Skincare as Self-Care
The ideal of a perfectly optimized skincare routine is comforting, of course, especially in a world that is becoming increasingly more chaotic and destabilized. It surely is no coincidence that skincare sales have surged during the pandemic, and skincare YouTubers and TikTok creators have become the new “beauty gurus,” with makeup content far less popular than it used to be. Our lives may be spiraling out of control, daily routines turned upside down thanks to home office and homeschooling realities, but darn it if we cannot at least control and perfect what goes on our skin!

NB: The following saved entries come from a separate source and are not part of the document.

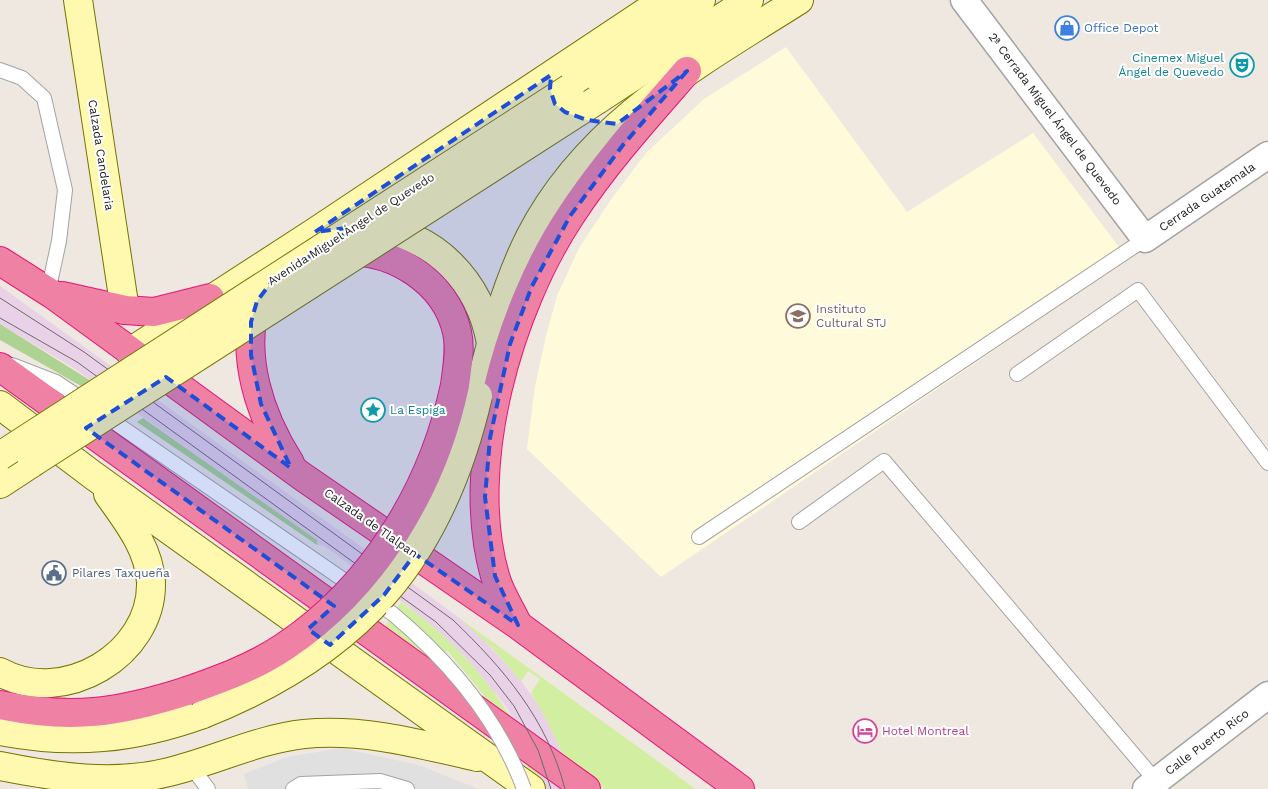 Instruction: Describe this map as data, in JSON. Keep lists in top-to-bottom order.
{
  "streets": {
    "highway": ["Calzada de Tlalpan"],
    "main road": ["Calzada Candelaria", "Avenida Miguel Ángel de Quevedo"],
    "street": ["2ª Cerrada Miguel Ángel de Quevedo", "Cerrada Guatemala", "Calle Puerto Rico"]
  },
  "crossings": [
    ["2ª Cerrada Miguel Ángel de Quevedo", "Cerrada Guatemala"],
    ["Avenida Miguel Ángel de Quevedo", "Calzada de Tlalpan"]
  ],
  "places": {
    "shop": ["Office Depot"],
    "theatre": ["Cinemex Miguel Ángel de Quevedo"],
    "school or university": ["Instituto Cultural STJ"],
    "place": ["La Espiga"],
    "public building": ["Pilares Taxqueña"],
    "hotel": ["Hotel Montreal"]
  }
}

But humans aren’t machines, we weren’t meant to be hacked into and programmed to perfection, especially not by using the same code for every single human out there. Just like food is about more than just providing fuel to keep our bodies going, so is skincare about more than merely solving whatever imperfection we might see it having. For many of us, using skincare is a pleasurable activity that connects us to our bodies and allows us to practice self-care, that soothes the senses with its delectable scents, textures, and sensations when applied to our skin.
Basically, it all boils down to this: Do not let others shame you for what makes you happy, because happiness is not easily found in this crazy, topsy-turvy time. And do not feel guilty if your happiness comes from a nice-smelling cream or even—gasp!—one of those terrible, absolutely not acceptable sugar scrubs or high-pH cleansing foams.
What do you think? Are you into skincare as pleasure or more about optimizing your routine?